[DATA RECORDS]
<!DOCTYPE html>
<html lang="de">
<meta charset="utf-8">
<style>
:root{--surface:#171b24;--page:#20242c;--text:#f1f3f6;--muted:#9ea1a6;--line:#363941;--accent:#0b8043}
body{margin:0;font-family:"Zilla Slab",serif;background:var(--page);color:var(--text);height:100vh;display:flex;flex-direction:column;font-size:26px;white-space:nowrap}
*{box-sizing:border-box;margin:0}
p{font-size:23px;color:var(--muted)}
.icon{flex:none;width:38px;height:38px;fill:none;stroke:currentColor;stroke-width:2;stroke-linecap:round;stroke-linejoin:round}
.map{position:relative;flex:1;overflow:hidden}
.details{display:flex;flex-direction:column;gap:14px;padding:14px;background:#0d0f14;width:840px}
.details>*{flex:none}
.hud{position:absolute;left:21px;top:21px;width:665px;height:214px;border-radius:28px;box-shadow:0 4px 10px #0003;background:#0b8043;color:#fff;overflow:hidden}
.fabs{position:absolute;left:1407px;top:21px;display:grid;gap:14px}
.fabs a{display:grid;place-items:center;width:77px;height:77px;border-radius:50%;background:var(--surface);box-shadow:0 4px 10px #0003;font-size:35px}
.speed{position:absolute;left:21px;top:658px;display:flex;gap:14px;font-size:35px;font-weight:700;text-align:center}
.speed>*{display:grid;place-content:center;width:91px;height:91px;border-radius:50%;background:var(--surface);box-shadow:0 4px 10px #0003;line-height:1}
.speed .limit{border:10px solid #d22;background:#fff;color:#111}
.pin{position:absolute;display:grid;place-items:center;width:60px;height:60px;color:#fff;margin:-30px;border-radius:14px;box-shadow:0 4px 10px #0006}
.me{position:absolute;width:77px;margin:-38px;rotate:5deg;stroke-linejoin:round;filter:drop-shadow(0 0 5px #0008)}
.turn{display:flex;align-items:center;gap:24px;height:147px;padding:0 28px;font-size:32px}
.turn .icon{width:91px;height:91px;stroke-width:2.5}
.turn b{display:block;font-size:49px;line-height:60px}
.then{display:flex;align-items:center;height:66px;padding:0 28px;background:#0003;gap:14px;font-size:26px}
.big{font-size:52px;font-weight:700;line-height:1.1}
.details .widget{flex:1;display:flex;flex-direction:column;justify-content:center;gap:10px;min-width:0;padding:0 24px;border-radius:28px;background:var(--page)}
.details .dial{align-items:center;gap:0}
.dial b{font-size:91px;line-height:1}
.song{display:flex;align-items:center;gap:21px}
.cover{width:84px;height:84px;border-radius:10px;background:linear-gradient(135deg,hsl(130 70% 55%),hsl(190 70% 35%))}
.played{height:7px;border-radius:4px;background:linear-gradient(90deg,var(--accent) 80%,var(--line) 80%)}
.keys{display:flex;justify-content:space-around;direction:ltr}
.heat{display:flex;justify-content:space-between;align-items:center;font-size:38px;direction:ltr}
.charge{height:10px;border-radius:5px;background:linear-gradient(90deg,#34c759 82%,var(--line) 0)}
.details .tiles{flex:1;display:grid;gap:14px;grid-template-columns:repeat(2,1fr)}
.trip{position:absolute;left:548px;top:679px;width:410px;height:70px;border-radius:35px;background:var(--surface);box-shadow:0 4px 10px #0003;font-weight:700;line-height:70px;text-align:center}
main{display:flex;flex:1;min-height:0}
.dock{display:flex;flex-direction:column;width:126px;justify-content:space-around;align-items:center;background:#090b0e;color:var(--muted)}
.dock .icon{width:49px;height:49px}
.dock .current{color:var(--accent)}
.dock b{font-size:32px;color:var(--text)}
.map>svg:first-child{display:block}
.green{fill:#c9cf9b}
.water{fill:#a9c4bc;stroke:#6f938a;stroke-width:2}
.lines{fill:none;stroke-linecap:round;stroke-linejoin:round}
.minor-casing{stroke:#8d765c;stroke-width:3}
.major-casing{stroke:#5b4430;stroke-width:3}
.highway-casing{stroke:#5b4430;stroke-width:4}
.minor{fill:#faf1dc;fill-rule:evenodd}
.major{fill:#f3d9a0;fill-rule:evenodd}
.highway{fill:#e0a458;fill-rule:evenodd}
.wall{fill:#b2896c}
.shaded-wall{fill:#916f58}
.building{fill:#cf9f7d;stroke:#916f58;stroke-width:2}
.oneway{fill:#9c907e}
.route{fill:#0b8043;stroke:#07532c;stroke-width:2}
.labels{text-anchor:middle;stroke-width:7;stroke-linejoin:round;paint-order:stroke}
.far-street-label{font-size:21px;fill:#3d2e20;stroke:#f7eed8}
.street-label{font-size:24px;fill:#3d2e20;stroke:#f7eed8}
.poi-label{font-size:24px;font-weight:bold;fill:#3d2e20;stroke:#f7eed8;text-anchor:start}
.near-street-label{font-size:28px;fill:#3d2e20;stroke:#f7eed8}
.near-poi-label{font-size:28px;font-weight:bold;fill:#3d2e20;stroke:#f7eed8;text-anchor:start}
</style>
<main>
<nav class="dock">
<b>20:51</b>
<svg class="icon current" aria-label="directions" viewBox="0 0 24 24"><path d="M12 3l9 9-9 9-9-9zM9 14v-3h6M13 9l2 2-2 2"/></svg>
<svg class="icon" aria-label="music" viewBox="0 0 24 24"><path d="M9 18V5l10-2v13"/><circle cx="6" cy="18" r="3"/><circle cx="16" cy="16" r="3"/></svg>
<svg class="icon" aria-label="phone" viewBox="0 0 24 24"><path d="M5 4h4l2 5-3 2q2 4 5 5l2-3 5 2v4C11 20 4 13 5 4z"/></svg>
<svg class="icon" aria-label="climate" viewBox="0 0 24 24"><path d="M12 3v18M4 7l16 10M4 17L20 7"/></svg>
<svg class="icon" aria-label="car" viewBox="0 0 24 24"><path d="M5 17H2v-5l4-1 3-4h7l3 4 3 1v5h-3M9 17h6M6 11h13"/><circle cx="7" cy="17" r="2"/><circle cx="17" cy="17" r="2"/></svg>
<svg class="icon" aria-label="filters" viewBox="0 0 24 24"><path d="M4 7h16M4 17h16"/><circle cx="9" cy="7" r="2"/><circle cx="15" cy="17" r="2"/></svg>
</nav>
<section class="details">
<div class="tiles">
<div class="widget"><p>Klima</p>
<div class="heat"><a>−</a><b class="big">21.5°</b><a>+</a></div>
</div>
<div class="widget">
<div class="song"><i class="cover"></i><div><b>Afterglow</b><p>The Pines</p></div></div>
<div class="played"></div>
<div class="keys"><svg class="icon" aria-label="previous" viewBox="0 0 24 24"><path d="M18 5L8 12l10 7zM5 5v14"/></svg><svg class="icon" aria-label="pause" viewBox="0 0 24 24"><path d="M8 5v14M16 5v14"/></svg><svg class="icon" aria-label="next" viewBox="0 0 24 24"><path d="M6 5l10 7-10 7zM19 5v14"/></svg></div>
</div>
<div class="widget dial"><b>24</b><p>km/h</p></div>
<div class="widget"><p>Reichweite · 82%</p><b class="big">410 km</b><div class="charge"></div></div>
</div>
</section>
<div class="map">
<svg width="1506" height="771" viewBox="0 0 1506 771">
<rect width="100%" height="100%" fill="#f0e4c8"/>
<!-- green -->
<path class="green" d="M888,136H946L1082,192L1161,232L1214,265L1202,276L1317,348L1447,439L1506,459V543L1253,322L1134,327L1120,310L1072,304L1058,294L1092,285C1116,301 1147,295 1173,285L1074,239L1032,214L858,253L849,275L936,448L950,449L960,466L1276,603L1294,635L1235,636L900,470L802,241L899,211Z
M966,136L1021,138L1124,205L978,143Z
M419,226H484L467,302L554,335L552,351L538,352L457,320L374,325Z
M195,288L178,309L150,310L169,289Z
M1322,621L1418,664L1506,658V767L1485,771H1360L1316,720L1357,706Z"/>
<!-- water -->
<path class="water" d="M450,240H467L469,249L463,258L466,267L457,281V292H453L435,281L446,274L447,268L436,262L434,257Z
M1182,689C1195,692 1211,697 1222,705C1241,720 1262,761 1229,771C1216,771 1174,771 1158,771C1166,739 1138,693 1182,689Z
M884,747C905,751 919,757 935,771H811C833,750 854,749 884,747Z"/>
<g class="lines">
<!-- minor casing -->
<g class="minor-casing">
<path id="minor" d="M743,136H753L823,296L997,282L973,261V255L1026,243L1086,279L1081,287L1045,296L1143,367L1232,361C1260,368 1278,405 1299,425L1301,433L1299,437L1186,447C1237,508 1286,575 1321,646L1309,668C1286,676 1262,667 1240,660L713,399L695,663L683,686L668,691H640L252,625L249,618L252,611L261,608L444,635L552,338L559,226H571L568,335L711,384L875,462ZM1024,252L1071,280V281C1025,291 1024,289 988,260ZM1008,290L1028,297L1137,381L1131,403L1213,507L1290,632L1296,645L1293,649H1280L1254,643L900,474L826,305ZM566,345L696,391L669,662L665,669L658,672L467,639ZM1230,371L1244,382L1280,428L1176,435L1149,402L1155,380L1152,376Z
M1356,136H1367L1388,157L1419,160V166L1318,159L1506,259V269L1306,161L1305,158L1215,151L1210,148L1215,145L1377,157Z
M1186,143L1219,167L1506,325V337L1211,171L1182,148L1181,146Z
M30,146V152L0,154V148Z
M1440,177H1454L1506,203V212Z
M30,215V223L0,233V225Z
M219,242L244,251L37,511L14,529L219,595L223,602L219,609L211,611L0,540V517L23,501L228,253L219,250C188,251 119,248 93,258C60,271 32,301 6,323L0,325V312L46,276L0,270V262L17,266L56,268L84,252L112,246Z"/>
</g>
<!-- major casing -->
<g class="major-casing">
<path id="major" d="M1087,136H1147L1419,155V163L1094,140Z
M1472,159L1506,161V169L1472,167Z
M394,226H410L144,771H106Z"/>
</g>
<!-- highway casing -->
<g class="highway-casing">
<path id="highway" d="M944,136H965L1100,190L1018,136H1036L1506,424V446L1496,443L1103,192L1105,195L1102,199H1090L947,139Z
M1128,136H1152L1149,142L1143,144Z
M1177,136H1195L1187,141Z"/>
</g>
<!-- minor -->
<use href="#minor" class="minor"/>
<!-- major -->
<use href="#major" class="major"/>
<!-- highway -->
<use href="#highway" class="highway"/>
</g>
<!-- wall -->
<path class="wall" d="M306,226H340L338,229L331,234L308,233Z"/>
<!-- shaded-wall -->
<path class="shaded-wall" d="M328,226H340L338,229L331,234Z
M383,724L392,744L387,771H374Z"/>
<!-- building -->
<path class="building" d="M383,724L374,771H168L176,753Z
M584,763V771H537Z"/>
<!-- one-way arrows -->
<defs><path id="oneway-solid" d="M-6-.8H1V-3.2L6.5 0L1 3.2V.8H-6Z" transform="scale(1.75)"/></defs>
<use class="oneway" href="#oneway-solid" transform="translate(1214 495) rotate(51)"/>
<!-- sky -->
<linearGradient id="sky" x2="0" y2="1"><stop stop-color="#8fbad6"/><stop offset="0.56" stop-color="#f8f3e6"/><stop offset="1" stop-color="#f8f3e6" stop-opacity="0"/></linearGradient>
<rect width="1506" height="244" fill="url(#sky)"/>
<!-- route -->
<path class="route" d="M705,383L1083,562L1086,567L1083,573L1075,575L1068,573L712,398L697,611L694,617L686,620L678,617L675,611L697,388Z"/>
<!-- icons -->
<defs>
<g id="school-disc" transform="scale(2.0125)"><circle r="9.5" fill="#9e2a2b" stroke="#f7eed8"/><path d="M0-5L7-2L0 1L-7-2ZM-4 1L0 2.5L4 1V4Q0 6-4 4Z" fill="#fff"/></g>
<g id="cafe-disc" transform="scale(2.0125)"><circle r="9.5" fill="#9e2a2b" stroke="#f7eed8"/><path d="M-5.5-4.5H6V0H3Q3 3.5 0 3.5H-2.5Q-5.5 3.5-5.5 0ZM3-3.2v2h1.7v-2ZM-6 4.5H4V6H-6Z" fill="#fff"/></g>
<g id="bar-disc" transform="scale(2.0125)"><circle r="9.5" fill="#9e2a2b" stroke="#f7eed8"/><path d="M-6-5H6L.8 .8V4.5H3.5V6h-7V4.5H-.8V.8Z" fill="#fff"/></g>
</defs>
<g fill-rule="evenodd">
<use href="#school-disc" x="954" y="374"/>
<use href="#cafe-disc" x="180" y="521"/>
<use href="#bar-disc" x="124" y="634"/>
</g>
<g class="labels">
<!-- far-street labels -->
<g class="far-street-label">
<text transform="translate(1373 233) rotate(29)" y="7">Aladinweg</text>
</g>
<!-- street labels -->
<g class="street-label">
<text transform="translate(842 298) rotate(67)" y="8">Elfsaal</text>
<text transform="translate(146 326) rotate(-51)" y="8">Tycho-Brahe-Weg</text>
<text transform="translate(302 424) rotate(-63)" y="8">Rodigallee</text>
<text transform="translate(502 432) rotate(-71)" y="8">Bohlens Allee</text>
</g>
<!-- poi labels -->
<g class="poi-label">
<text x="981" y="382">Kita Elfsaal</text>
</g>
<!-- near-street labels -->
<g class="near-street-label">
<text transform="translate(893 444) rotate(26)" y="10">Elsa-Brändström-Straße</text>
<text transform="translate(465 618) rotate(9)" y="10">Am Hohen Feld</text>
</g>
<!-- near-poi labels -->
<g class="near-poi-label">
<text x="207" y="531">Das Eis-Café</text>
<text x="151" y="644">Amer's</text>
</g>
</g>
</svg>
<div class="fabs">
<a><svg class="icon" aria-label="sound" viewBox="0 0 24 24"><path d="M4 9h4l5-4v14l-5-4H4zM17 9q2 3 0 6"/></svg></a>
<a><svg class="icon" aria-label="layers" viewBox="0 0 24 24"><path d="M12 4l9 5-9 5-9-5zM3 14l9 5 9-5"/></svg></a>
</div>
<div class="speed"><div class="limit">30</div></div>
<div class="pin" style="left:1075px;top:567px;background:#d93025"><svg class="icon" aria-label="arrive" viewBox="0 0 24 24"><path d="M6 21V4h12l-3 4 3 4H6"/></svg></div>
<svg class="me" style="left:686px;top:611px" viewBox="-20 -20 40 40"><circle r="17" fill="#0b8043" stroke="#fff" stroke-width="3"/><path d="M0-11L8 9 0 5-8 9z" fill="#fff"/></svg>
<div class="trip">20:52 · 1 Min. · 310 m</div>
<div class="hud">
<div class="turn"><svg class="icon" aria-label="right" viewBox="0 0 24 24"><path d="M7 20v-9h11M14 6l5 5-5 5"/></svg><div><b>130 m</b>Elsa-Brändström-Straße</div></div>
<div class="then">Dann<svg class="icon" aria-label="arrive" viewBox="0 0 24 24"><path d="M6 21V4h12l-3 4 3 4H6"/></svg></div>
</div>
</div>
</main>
[/DATA RECORDS]
> _ACTIVITY_
Looking back over the data above, restate word for word the lines that begin at the line with "M1182,689C1195,692 1211,697 1222,705C1241,720" and end at the line with "<!-- major -->", inclusive.

> _ANSWER TO THIS EXERCISE_
M1182,689C1195,692 1211,697 1222,705C1241,720 1262,761 1229,771C1216,771 1174,771 1158,771C1166,739 1138,693 1182,689Z
M884,747C905,751 919,757 935,771H811C833,750 854,749 884,747Z"/>
<g class="lines">
<!-- minor casing -->
<g class="minor-casing">
<path id="minor" d="M743,136H753L823,296L997,282L973,261V255L1026,243L1086,279L1081,287L1045,296L1143,367L1232,361C1260,368 1278,405 1299,425L1301,433L1299,437L1186,447C1237,508 1286,575 1321,646L1309,668C1286,676 1262,667 1240,660L713,399L695,663L683,686L668,691H640L252,625L249,618L252,611L261,608L444,635L552,338L559,226H571L568,335L711,384L875,462ZM1024,252L1071,280V281C1025,291 1024,289 988,260ZM1008,290L1028,297L1137,381L1131,403L1213,507L1290,632L1296,645L1293,649H1280L1254,643L900,474L826,305ZM566,345L696,391L669,662L665,669L658,672L467,639ZM1230,371L1244,382L1280,428L1176,435L1149,402L1155,380L1152,376Z
M1356,136H1367L1388,157L1419,160V166L1318,159L1506,259V269L1306,161L1305,158L1215,151L1210,148L1215,145L1377,157Z
M1186,143L1219,167L1506,325V337L1211,171L1182,148L1181,146Z
M30,146V152L0,154V148Z
M1440,177H1454L1506,203V212Z
M30,215V223L0,233V225Z
M219,242L244,251L37,511L14,529L219,595L223,602L219,609L211,611L0,540V517L23,501L228,253L219,250C188,251 119,248 93,258C60,271 32,301 6,323L0,325V312L46,276L0,270V262L17,266L56,268L84,252L112,246Z"/>
</g>
<!-- major casing -->
<g class="major-casing">
<path id="major" d="M1087,136H1147L1419,155V163L1094,140Z
M1472,159L1506,161V169L1472,167Z
M394,226H410L144,771H106Z"/>
</g>
<!-- highway casing -->
<g class="highway-casing">
<path id="highway" d="M944,136H965L1100,190L1018,136H1036L1506,424V446L1496,443L1103,192L1105,195L1102,199H1090L947,139Z
M1128,136H1152L1149,142L1143,144Z
M1177,136H1195L1187,141Z"/>
</g>
<!-- minor -->
<use href="#minor" class="minor"/>
<!-- major -->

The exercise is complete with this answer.